Stored data
------------------------------------------------
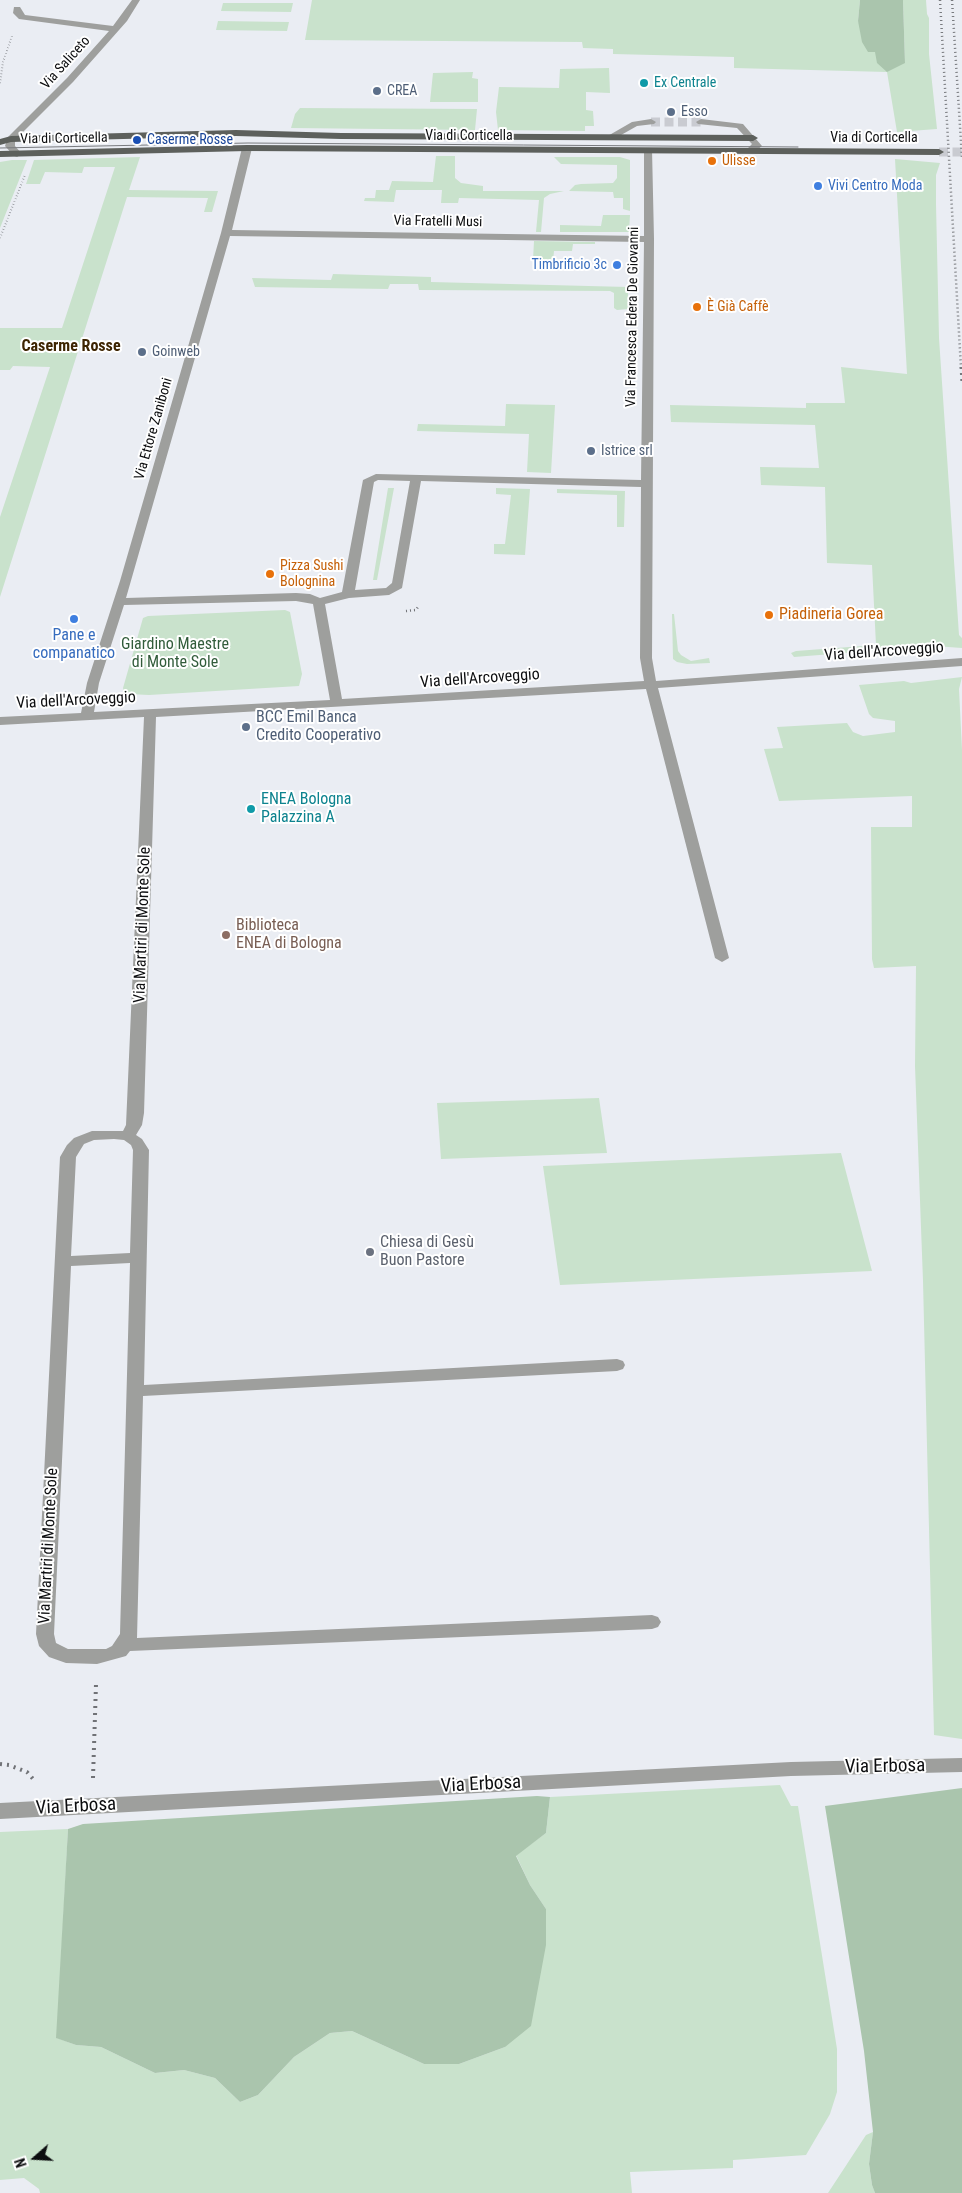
<!DOCTYPE html>
<meta charset="utf-8">
<style>
body{margin:0}
#map{position:relative;width:962px;height:2193px;overflow:hidden;background:#eaedf3;font-family:"Roboto Condensed",sans-serif}
canvas{display:block}
.north{position:absolute;left:10px;top:2133px;width:50px;height:50px;-webkit-text-stroke:4px #fff;paint-order:stroke;rotate:251deg;font-size:14px;font-weight:700;line-height:20px;text-align:center;color:#0c0d0f}
.north::after{content:'';display:block;margin:auto;width:18px;height:22px;background:#0c0d0f;clip-path:polygon(50% 0,100% 100%,50% 72%,0 100%)}
</style>
<div id="map">
<canvas width="962" height="2193"></canvas>
<div class="north">N</div>
</div>
<script>
const ctx = document.querySelector('canvas').getContext('2d');
ctx.lineJoin = 'round';
function fill(path, color) { ctx.fillStyle = color; ctx.fill(path, 'evenodd'); }
const toPath = rows => new Path2D(rows.map(r => 'M' + r).join(''));
function trace(path, color, width, dash) { ctx.strokeStyle = color; ctx.lineWidth = width; ctx.lineCap = dash ? 'butt' : 'round'; ctx.setLineDash(dash || []); ctx.stroke(path); }
function drawText(font, color, halo, rows, align = 'center') {
  ctx.font = font + ' "Roboto Condensed",sans-serif'; ctx.lineWidth = 4; ctx.setLineDash([]); ctx.textBaseline = 'middle'; ctx.strokeStyle = halo; ctx.fillStyle = color; for (const [text, x, y, turn = 0] of rows) {
    ctx.save(); ctx.translate(x, y); ctx.rotate((+turn || 0) * Math.PI / 180); ctx.textAlign = isNaN(turn) ? turn : align; if (halo) ctx.strokeText(text, 0, 0); ctx.fillText(text, 0, 0); ctx.restore();
  }
}
fill(toPath([
 [312,0,860,0,858,21,875,52,905,63,903,0,926,0,927,14,929,18,929,54,937,129,897,132,887,72,734,68,734,57,613,54,613,49,583,48,582,42,305,40],
 [223,3,293,3,291,12,221,11],
 [218,21,289,22,287,31,216,30],
 [609,68,610,93,586,92,586,110,593,111,594,126,585,126,585,131,498,130,496,112,499,87,559,88,560,69],
 [473,72,472,78,478,79,478,102,430,102,433,73],
 [300,108,477,109,475,130,291,128,295,114],
 [436,156,455,156,455,178,461,183,483,186,483,191,564,191,550,194,544,198,541,232,536,232,539,200,459,198,458,203,441,203,442,190,396,190,394,202,364,201,365,198,375,198,376,190,389,190,392,181,433,182],
 [140,157,129,190,218,191,212,212,204,212,208,198,127,197,0,597,0,517,50,367,13,366,10,370,0,370,0,328,62,328,115,167,84,167,82,173,45,172,40,184,26,184,34,160],
 [554,157,620,157,630,160,630,211,623,209,623,198,614,198,613,192,569,191,575,185,581,184,613,183,617,178,617,165,561,164],
 [895,159,940,163,936,175,936,204,939,338,959,635,962,638,962,648,934,646,794,657,791,653,796,651,876,645,872,565,827,563,825,487,761,485,760,467,819,468,815,425,671,422,670,405,806,408,806,403,845,403,841,367,907,374],
 [12,160,27,160,0,228,0,162],
 [603,215,630,215,629,232,560,232,560,225,601,226],
 [534,241,595,242,595,244,573,244,572,251,554,251,553,261,533,260],
 [333,274,431,277,431,282,628,287,628,309,617,310,614,308,614,293,610,291,419,290,418,284,390,284,388,289,255,287,252,278,331,280],
 [506,404,555,405,551,473,527,472,529,434,417,431,418,424,505,426],
 [388,488,394,488,377,580,373,580],
 [496,488,530,489,525,555,494,554,494,544,505,544,511,495,496,494],
 [557,489,625,491,624,527,617,527,617,495,557,493],
 [285,610,290,612,302,674,299,686,149,695,128,694,124,692,123,688,143,618,148,616],
 [672,614,674,614,678,651,681,655,691,661,709,658,710,663,687,664,677,662,673,659],
 [962,677,959,689,962,750,962,1739,934,1735,923,1281,915,1066,916,966,874,968,872,959,871,827,912,827,912,796,779,801,764,749,783,748,777,727,847,723,853,732,863,736,895,732,895,721,873,718,869,714,859,685,904,681,911,683],
 [599,1098,607,1153,441,1159,437,1103],
 [841,1153,872,1271,560,1285,543,1166],
 [780,1785,791,1806,798,1806,837,2049,837,2092,830,2114,806,2155,733,2160,733,2168,630,2172,632,2193,40,2193,39,2189,24,2178,0,2180,0,1832,68,1829,57,2038,76,2045,101,2047,155,2073,184,2070,215,2078,240,2102,258,2095,294,2057,330,2033,352,2031,424,2064,459,2064,505,2047,546,1909,530,1885,516,1855,546,1833,550,1797],
 [873,2132,869,2164,872,2185,875,2193,828,2193,866,2135]
]), '#c9e2cc');
fill(toPath([
 [860,0,903,0,905,63,887,72,877,63,875,52,868,52,862,42,858,21],
 [962,1788,962,2193,875,2193,872,2185,869,2164,873,2132,864,2051,825,1806],
 [537,1796,550,1797,546,1833,516,1856,530,1885,546,1909,546,1945,531,2026,505,2047,459,2064,424,2064,352,2031,330,2033,294,2057,258,2095,240,2102,215,2078,184,2070,155,2073,101,2047,76,2045,56,2038,68,1829,83,1824]
]), '#aac5ad');
trace(toPath([
 [651,122,701,122]
]), '#c9cbd1', 9, [9, 4.5]);
trace(toPath([
 [939,152,962,152]
]), '#c9cbd1', 9, [9, 4.5]);
trace(toPath([
 [0,83,3,62,12,36],
 [0,238,25,175]
]), '#707276', 2, [0.5, 2.5]);
trace(toPath([
 [406,611,416,610,418,607]
]), '#707276', 2.5, [1, 3]);
trace(toPath([
 [0,1764,9,1765,27,1772,34,1780],
 [93,1778,96,1684]
]), '#707276', 4, [2, 5]);
fill(toPath([
 [132,0,140,0,127,21,73,82,15,140,15,146,22,154,17,157,14,156,5,146,8,137,67,78,109,31,19,19,13,13,14,7,20,7,25,15,113,26,132,0],
 [651,119,656,122,654,124,637,126,614,139,608,139,606,137,632,122,651,119],
 [701,119,743,124,762,146,753,153,747,153,745,151,752,144,737,128,698,124,696,122,701,119],
 [247,145,252,148,232,230,644,236,644,151,649,148,652,149,654,239,652,658,656,681,962,658,962,666,658,688,729,958,722,962,715,958,646,689,156,717,144,1113,142,1125,136,1135,142,1139,149,1150,144,1385,617,1359,623,1361,625,1365,623,1369,617,1371,143,1396,137,1638,652,1615,658,1617,661,1622,658,1627,652,1629,130,1651,126,1656,97,1664,66,1663,49,1657,39,1646,36,1634,60,1157,67,1145,74,1138,92,1131,123,1131,126,1125,144,717,0,725,0,717,81,713,87,683,120,581,221,233,242,148,247,145],
 [230,236,644,242,641,480,376,474,363,480,342,592,320,598,310,594,296,593,126,598,230,236],
 [378,480,410,481,392,583,386,588,355,590,374,482,378,480],
 [421,481,641,487,640,658,644,681,342,699,325,604,349,598,389,595,402,588,421,481],
 [296,601,313,604,330,700,94,712,99,683,124,605,296,601],
 [114,1139,124,1140,131,1145,133,1150,130,1253,71,1256,76,1157,84,1144,94,1140,114,1139],
 [130,1263,120,1634,112,1646,106,1649,68,1649,56,1643,54,1634,71,1266,130,1263],
 [962,1758,962,1772,791,1776,0,1819,0,1803,791,1762,962,1758]
]), '#9e9f9d');
fill(toPath([
 [236,130,341,133,753,135,758,138,753,141,341,139,236,136,11,142,0,145,0,139,11,136,236,130],
 [247,145,939,149,944,152,939,155,247,151,0,157,0,151,247,145]
]), '#5d605c');
trace(toPath([
 [0,148,248,143,798,147]
]), '#787a7e', 1);
trace(toPath([
 [940,0,961,368],
 [952,0,962,158]
]), '#787a7e', 2.5, [1, 3]);
trace(toPath([
 [961,367,962,383]
]), '#787a7e', 3, [2, 4]);
for (const [x, y, r, color] of [
 [644,83,5,"#0f9aa8"],
 [377,91,5,"#5c6f8a"],
 [671,112,5,"#5c6f8a"],
 [137,140,5,"#1a4fb4"],
 [712,161,5,"#e8710a"],
 [818,186,5,"#3f7fe0"],
 [617,265,5,"#3f7fe0"],
 [697,307,5,"#e8710a"],
 [142,352,5,"#5c6f8a"],
 [591,451,5,"#5c6f8a"],
 [270,574,5,"#e8710a"],
 [769,615,5,"#e8710a"],
 [74,619,5,"#3f7fe0"],
 [246,727,5,"#5c6f8a"],
 [251,809,5,"#0f9aa8"],
 [226,935,5,"#8d6e63"],
 [370,1252,5,"#6b7280"]
]) { const dot = new Path2D(); dot.arc(x, y, r, 0, 2 * Math.PI); ctx.fillStyle = color; ctx.fill(dot); trace(dot, '#fff', 2); }
drawText('14px', '#0c0d0f', '#fff', [
 ["Via Saliceto",66,63,-48],
 ["Via di Corticella",469,136],
 ["Via di Corticella",874,138],
 ["Via di Corticella",64,139,-1],
 ["Via Fratelli Musi",438,222,1],
 ["Via Francesca Edera De Giovanni",633,317,-89],
 ["Via Ettore Zaniboni",154,429,-74]
]);
drawText('14px', '#0d838f', '#fff', [
 ["Ex Centrale",654,83]
], 'left');
drawText('14px', '#4e5e75', '#fff', [
 ["CREA",387,91],
 ["Esso",681,112],
 ["Goinweb",152,352],
 ["Istrice srl",601,451]
], 'left');
drawText('14px', '#164399', '#fff', [
 ["Caserme Rosse",147,140]
], 'left');
drawText('14px', '#c56008', '#fff', [
 ["Ulisse",722,161],
 ["È Già Caffè",707,307],
 ["Pizza Sushi",280,566],
 ["Bolognina",280,582]
], 'left');
drawText('14px', '#366cbe', '#fff', [
 ["Vivi Centro Moda",828,186],
 ["Timbrificio 3c",607,265,"right"]
], 'left');
drawText('bold 16px', '#3d2401', '#fff', [
 ["Caserme Rosse",71,347]
]);
drawText('16px', '#c56008', '#fff', [
 ["Piadineria Gorea",779,615]
], 'left');
drawText('16px', '#366cbe', '#fff', [
 ["Pane e",74,636],
 ["companatico",74,654]
]);
drawText('16px', '#315c3a', '#fff', [
 ["Giardino Maestre",175,645],
 ["di Monte Sole",175,663]
]);
drawText('16px', '#0c0d0f', '#fff', [
 ["Via dell'Arcoveggio",884,652,-4],
 ["Via dell'Arcoveggio",480,679,-4],
 ["Via dell'Arcoveggio",76,701,-3],
 ["Via Martiri di Monte Sole",143,925,-88],
 ["Via Martiri di Monte Sole",49,1546,-87]
]);
drawText('16px', '#4e5e75', '#fff', [
 ["BCC Emil Banca",256,718],
 ["Credito Cooperativo",256,736]
], 'left');
drawText('16px', '#0d838f', '#fff', [
 ["ENEA Bologna",261,800],
 ["Palazzina A",261,818]
], 'left');
drawText('16px', '#785e54', '#fff', [
 ["Biblioteca",236,926],
 ["ENEA di Bologna",236,944]
], 'left');
drawText('16px', '#5b616d', '#fff', [
 ["Chiesa di Gesù",380,1243],
 ["Buon Pastore",380,1261]
], 'left');
drawText('19px', '#0c0d0f', '#fff', [
 ["Via Erbosa",885,1767,-1],
 ["Via Erbosa",481,1785,-3],
 ["Via Erbosa",76,1807,-3]
]);
</script>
------------------------------------------------
### EXERCISE DIRECTIONS
Could you return all lines from the records that include the word "background"?

### OUTPUT FOR THIS TASK
#map{position:relative;width:962px;height:2193px;overflow:hidden;background:#eaedf3;font-family:"Roboto Condensed",sans-serif}
.north::after{content:'';display:block;margin:auto;width:18px;height:22px;background:#0c0d0f;clip-path:polygon(50% 0,100% 100%,50% 72%,0 100%)}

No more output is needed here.